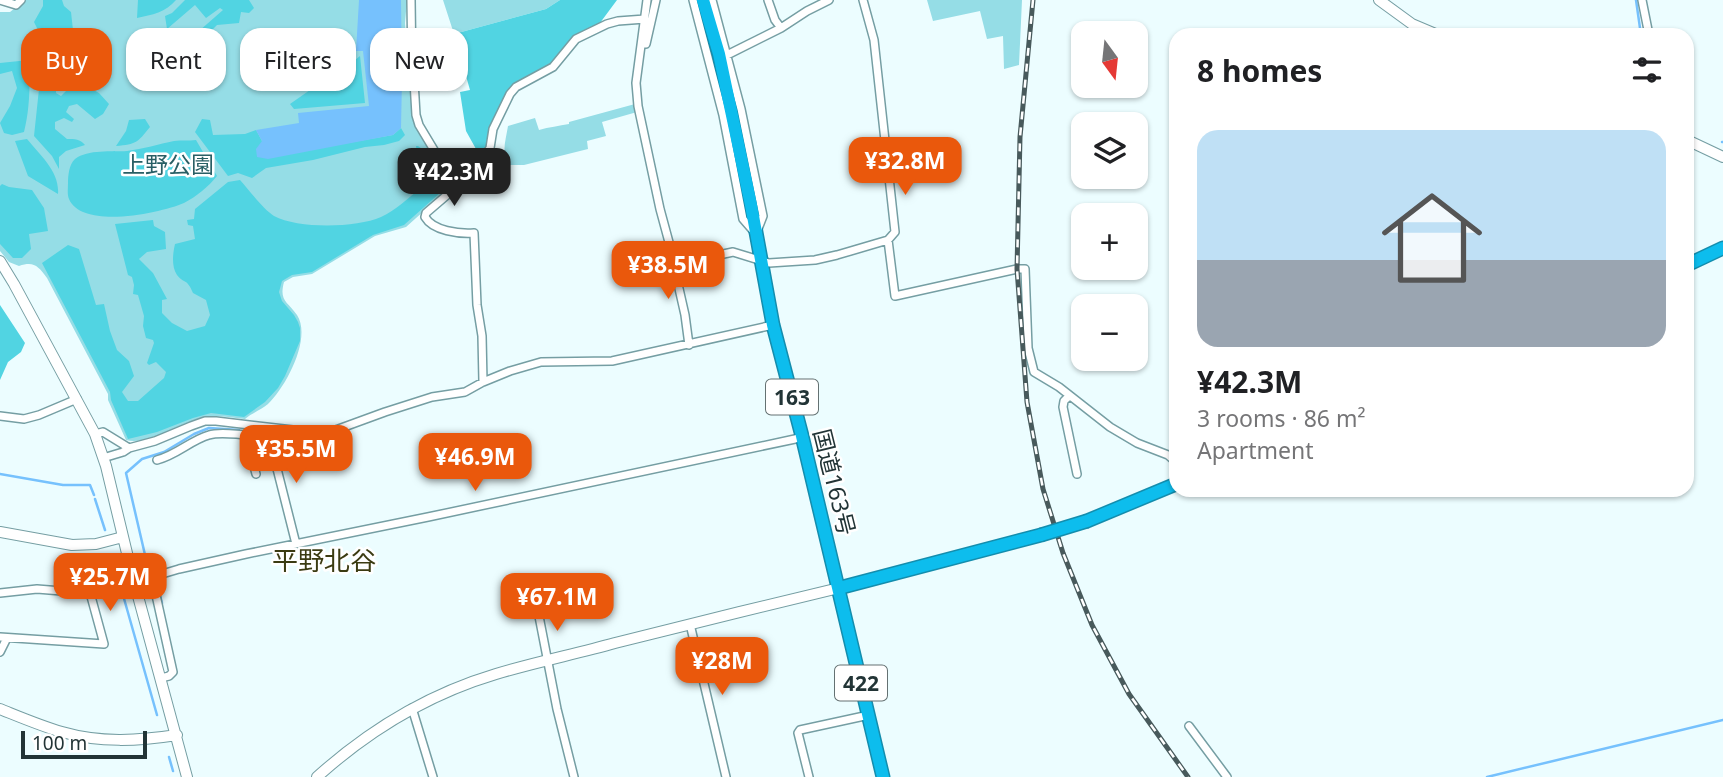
<!DOCTYPE html>
<meta charset="utf-8">
<style>
:root{--surface:#fff;--page:#f2f2f2;--text:#202124;--muted:#757577;--accent:#ea580c}
body{margin:0;font-family:"Noto Sans","Noto Sans JP",sans-serif;background:var(--page);color:var(--text);height:100vh;display:flex;flex-direction:column;font-size:26px;white-space:nowrap}
*{box-sizing:border-box;margin:0}
p{font-size:23px;color:var(--muted)}
.icon{flex:none;width:38px;height:38px;fill:none;stroke:currentColor;stroke-width:2;stroke-linecap:round;stroke-linejoin:round}
.map{position:relative;flex:1;overflow:hidden}
.panel{position:absolute;left:1169px;top:28px;width:525px;height:469px;display:flex;flex-direction:column;background:var(--surface);border-radius:21px;box-shadow:0 2px 5px #0004}
.panel>*{flex:none}
.banner{position:absolute;left:21px;top:28px;width:665px;height:63px;display:flex;gap:14px}
.needle{width:46px;rotate:165deg}
.buttons{position:absolute;left:1071px;top:21px;display:grid;gap:14px}
.buttons a{display:grid;place-items:center;width:77px;height:77px;border-radius:14px;background:var(--surface);box-shadow:0 2px 5px #0004;font-size:35px}
.scale{position:absolute;left:21px;bottom:18px;width:126px;box-sizing:border-box;padding-left:7px;border:4px solid #223436;border-top:0;font-size:19px;line-height:24px;white-space:nowrap;color:#223436;-webkit-text-stroke:5px #fff;paint-order:stroke}
.price{position:absolute;translate:-50% -60px;padding:0 16px;border-radius:14px;background:var(--accent);color:#fff;font-size:23px;line-height:46px;filter:drop-shadow(0 2px 4px #0008)}
.price::after{content:'';position:absolute;left:50%;top:42px;width:21px;height:16px;margin-left:-10px;background:inherit;clip-path:polygon(0 0,100% 0,50% 100%)}
.price.active{background:#222;color:#fff}
ul{padding:0;list-style:none}
li{display:grid;align-content:center;gap:14px;height:371px;padding:0 28px}
li span{display:grid;place-items:center;height:217px;border-radius:21px;color:#555}
li>.icon{margin-inline-start:auto}
span .icon{width:126px;height:126px;fill:#fffc;stroke-width:1}
li b{font-size:30px}
h2{display:flex;justify-content:space-between;align-items:center;height:84px;padding:0 28px;font-size:30px}
.pill{padding:0 24px;border-radius:21px;background:var(--surface);box-shadow:0 2px 5px #0004;font-size:24px;line-height:63px}
.pill.active{background:var(--accent);color:#fff}
.map>svg:first-child{display:block}
</style>
<div class="map">
<svg width="1723" height="777" viewBox="0 0 1723 777">
<rect width="100%" height="100%" fill="#ecfdff"/>
<path fill="#95dde6" d="M25,0H407L405,23L408,70L411,80V106L415,126L431,153L446,188L444,193L406,227L375,236L312,274L293,277L284,282C279,301 287,301 297,315C312,338 286,387 268,404C261,410 252,413 245,419C233,418 219,415 206,417C181,421 150,446 126,440L108,400V394L47,278C38,266 34,261 19,266L9,262L0,251V12H10Z
M443,0H560L546,9L454,34Z
M927,0H1022L1019,65L1004,69L1003,36L987,39L980,11L933,21Z
M635,104L637,112L602,122L606,136L587,141L588,149L524,165H508C501,153 506,139 508,126L535,118L539,130C549,127 559,126 569,124V122Z"/>
<path fill="#51d4e2" d="M43,0H62L64,6L71,12L76,57L72,68L56,88V93L61,96L71,86L85,78L90,82V88L99,93L109,104L103,114L95,119L77,104L69,106L66,112L74,119L72,122L64,118L55,122V129L67,139C75,139 80,139 85,145L66,151L59,157V169L52,156L34,136L39,89L40,34L34,22L43,6Z
M138,0H176C166,12 152,15 137,18Z
M185,0H249L254,8L249,13L241,12L239,23L217,25L211,31L205,63L201,69L180,81L173,83L168,78L165,62L167,59L223,10L220,8L206,18L195,5L167,29L165,16L172,13Z
M560,0H617L597,27L577,36L552,65L516,84L487,148L476,163L471,152L476,149L466,131L460,92L470,90L454,34L546,9Z
M360,56L365,103L294,109L290,104L310,90L333,78Z
M29,60C30,85 30,108 24,132L12,135L4,133L0,123L10,106L17,88L12,71L0,74V63Z
M145,119L150,127C137,143 137,144 116,146L126,131L129,120Z
M202,119L210,120L213,135L245,134L256,130L262,141L336,145L393,135L401,128L405,135L399,141L384,145L365,147L313,160L266,168L252,178L238,173L228,176L195,132Z
M27,139C40,155 60,172 58,194L28,176L15,141Z
M196,140L217,176C208,187 197,196 184,203C161,213 82,230 69,199C67,194 68,189 68,183C68,176 69,164 75,159C88,149 112,152 127,151C143,149 159,144 174,141C181,140 189,141 196,140Z
M416,146H418L429,154L444,186L441,192L404,225L373,235L312,272L292,275L282,281L279,292L282,301L294,315L298,322L300,328V341L285,376L278,388L265,402L244,417L211,413L193,418L157,432L128,439L111,400L110,392L42,263L68,245L79,249L96,305L104,304L110,331L117,350L129,361L134,376L122,392L128,401H138L164,378L166,372L156,362L149,365L147,363L154,343L153,340L146,338L143,326L144,316L138,295L133,294L134,285L132,277L128,275L115,224L153,220L154,226L165,232L166,249L147,252L139,259L153,273L167,299L162,300V313L172,323L187,331L205,326L210,315L206,300L193,293C187,278 184,284 177,275C171,266 173,253 175,244L195,239L193,226L188,225L187,220L194,219L195,209L228,182L240,180C249,190 263,209 274,216C298,229 356,228 381,217C396,210 408,198 421,188Z
M2,184L9,187L32,190L44,208L48,231L29,234L31,249L22,258H13L0,244V186Z
M0,305L25,343L21,352L8,362L0,380Z"/>
<path fill="#76c1fd" d="M359,0H401L402,79L401,128L393,135L268,159L257,157L256,149L262,141L256,130L299,123L298,113L369,106L363,51H356Z"/>
<g fill="none" stroke-linecap="round" stroke-linejoin="round">
<path stroke="#76c1fd" stroke-width="2.5" d="M1636,0L1641,35
M1687,127L1690,128
M1722,142H1723
M0,474L63,485H90L94,495
M95,499L105,530
M152,575L149,572L126,473L142,459L164,452L194,434L209,428L239,430
M157,584L162,603
M121,588L157,715
M169,757L173,771
M1487,777L1723,720"/>
<defs>
<path id="street" d="M0,0L16,5L21,0
M411,0L412,71L414,81L416,115L419,125L434,150L448,179L458,185L469,178L490,148L493,129L510,94L516,87L553,67L576,39L607,24L618,21L645,19
M647,0L636,83L638,106L660,209L673,257L700,259L733,252L769,263L815,260L837,255L888,240L895,232L874,40L863,0
M693,0L723,115L743,219L756,234L763,216L741,109L712,0
M768,0L775,20L781,28
M1642,0L1649,35
M646,44L656,0
M727,55L781,28L807,11L829,0
M454,184L447,195L426,213L425,217C433,231 459,234 474,233L477,305L482,336L483,382
M888,240L895,296L1017,269H1025L1028,348L1034,372L1059,387L1110,427L1137,443L1168,455L1176,462
M673,257V262L685,315L689,345
M1069,396L1064,401L1063,407L1077,474
M0,416L24,419L39,415L77,399
M270,428L269,437L296,544
M95,434L103,432L129,448L155,441L191,426L205,421H216L319,433L333,431L385,412L432,397L465,392L483,382L510,371L541,362L612,361L773,325
M246,435L256,474
M103,458L123,452L129,448
M157,460C177,455 191,440 209,435C221,431 237,435 250,435L251,426
M147,576L152,577L179,569L246,554L428,517L795,439L802,436
M152,577L173,672L169,676L161,678
M0,593L37,589L74,592L114,582L116,585L122,583
M538,611L557,709L574,777
M690,624L726,777
M0,637L104,644L89,589
M0,652L7,638
M412,708L433,777
M1189,726L1227,777
M809,777L798,733L800,730L869,715"/>
<path id="secondary" d="M1379,0L1412,24L1438,35
M1687,140L1723,157
M0,261L14,284L95,434L106,466L132,574L187,777
M0,532L72,545L96,544L123,537
M0,709C20,717 41,726 62,732C100,743 138,741 177,735
M317,777C368,731 429,694 496,674C535,662 576,654 615,643C690,624 764,606 839,588"/>
<path id="highway" d="M703,0L719,54L751,205L773,325L802,436L883,777
M1687,265L1723,248
M1087,521L1176,484
M839,588L1041,535"/>
</defs>
<use href="#street" stroke="#759ea3" stroke-width="10"/>
<use href="#secondary" stroke="#759ea3" stroke-width="12"/>
<use href="#highway" stroke="#148dad" stroke-width="15"/>
<use href="#street" stroke="#fff" stroke-width="7"/>
<use href="#secondary" stroke="#fff" stroke-width="10"/>
<use href="#highway" stroke="#0dbded" stroke-width="12"/>
<defs>
<path id="rail" d="M1033,0L1020,137L1017,269L1027,402L1043,489L1063,553L1092,625L1129,694L1188,777"/>
</defs>
<use href="#rail" stroke="#485a5c" stroke-width="5"/>
<use href="#rail" stroke="#fff" stroke-width="2.5" stroke-dasharray="8" stroke-linecap="butt"/>
<defs>
<path id="highway-bridge" d="M1041,535L1087,521"/>
</defs>
<use href="#highway-bridge" stroke="#148dad" stroke-width="15" stroke-linecap="butt"/>
<use href="#highway-bridge" stroke="#0dbded" stroke-width="12"/>
</g>
<g text-anchor="middle" dominant-baseline="central" stroke-width="5" stroke-linejoin="round" paint-order="stroke">
<g fill="#fff" stroke="#647172" stroke-width="2">
<rect x="766" y="379.5" width="52" height="35" rx="5"/>
<rect x="835" y="665.5" width="52" height="35" rx="5"/>
</g>
<g font-size="21" font-weight="bold" fill="#223436">
<text x="792" y="397">163</text>
<text x="861" y="683">422</text>
</g>
<g font-size="23" fill="#295f65" stroke="#fff">
<text x="168" y="164">上野公園</text>
</g>
<g font-size="23" fill="#223436" stroke="#fff">
<text transform="translate(835 482) rotate(76)">国道163号</text>
</g>
<g font-size="26" fill="#3b3b12" stroke="#fff">
<text x="324" y="560">平野北谷</text>
</g>
</g>
</svg>
<div class="buttons">
<a><svg class="needle" viewBox="-14 -14 28 28"><path d="M0-13l5 13h-10z" fill="#e53935"/><path d="M0 13l5-13h-10z" fill="#757577"/></svg></a>
<a><svg class="icon" aria-label="layers" viewBox="0 0 24 24"><path d="M12 4l9 5-9 5-9-5zM3 14l9 5 9-5"/></svg></a>
<a>+</a>
<a>−</a>
</div>
<div class="scale">100 m</div>
<b class="price" style="left:905px;top:197px">¥32.8M</b>
<b class="price active" style="left:454px;top:208px">¥42.3M</b>
<b class="price" style="left:668px;top:301px">¥38.5M</b>
<b class="price" style="left:296px;top:485px">¥35.5M</b>
<b class="price" style="left:475px;top:493px">¥46.9M</b>
<b class="price" style="left:110px;top:613px">¥25.7M</b>
<b class="price" style="left:557px;top:633px">¥67.1M</b>
<b class="price" style="left:722px;top:697px">¥28M</b>
<div class="banner">
<a class="pill active">Buy</a>
<a class="pill">Rent</a>
<a class="pill">Filters</a>
<a class="pill">New</a>
</div>
<section class="panel">
<h2>8 homes<svg class="icon" aria-label="filters" viewBox="0 0 24 24"><path d="M4 7h16M4 17h16"/><circle cx="9" cy="7" r="2"/><circle cx="15" cy="17" r="2"/></svg></h2>
<ul>
<li><span style="background:linear-gradient(#bfe0f5 60%,#9aa5b1 0)"><svg class="icon" aria-label="home" viewBox="0 0 24 24"><path d="M3 11l9-7 9 7M6 9v11h12V9"/></svg></span><div><b>¥42.3M</b><p>3 rooms · 86 m²</p><p>Apartment</p></div></li>
</ul>
</section>
</div>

■ Work request
Return all lines from the data above with "display" in them.

■ Solution below
body{margin:0;font-family:"Noto Sans","Noto Sans JP",sans-serif;background:var(--page);color:var(--text);height:100vh;display:flex;flex-direction:column;font-size:26px;white-space:nowrap}
.panel{position:absolute;left:1169px;top:28px;width:525px;height:469px;display:flex;flex-direction:column;background:var(--surface);border-radius:21px;box-shadow:0 2px 5px #0004}
.banner{position:absolute;left:21px;top:28px;width:665px;height:63px;display:flex;gap:14px}
.buttons{position:absolute;left:1071px;top:21px;display:grid;gap:14px}
.buttons a{display:grid;place-items:center;width:77px;height:77px;border-radius:14px;background:var(--surface);box-shadow:0 2px 5px #0004;font-size:35px}
li{display:grid;align-content:center;gap:14px;height:371px;padding:0 28px}
li span{display:grid;place-items:center;height:217px;border-radius:21px;color:#555}
h2{display:flex;justify-content:space-between;align-items:center;height:84px;padding:0 28px;font-size:30px}
.map>svg:first-child{display:block}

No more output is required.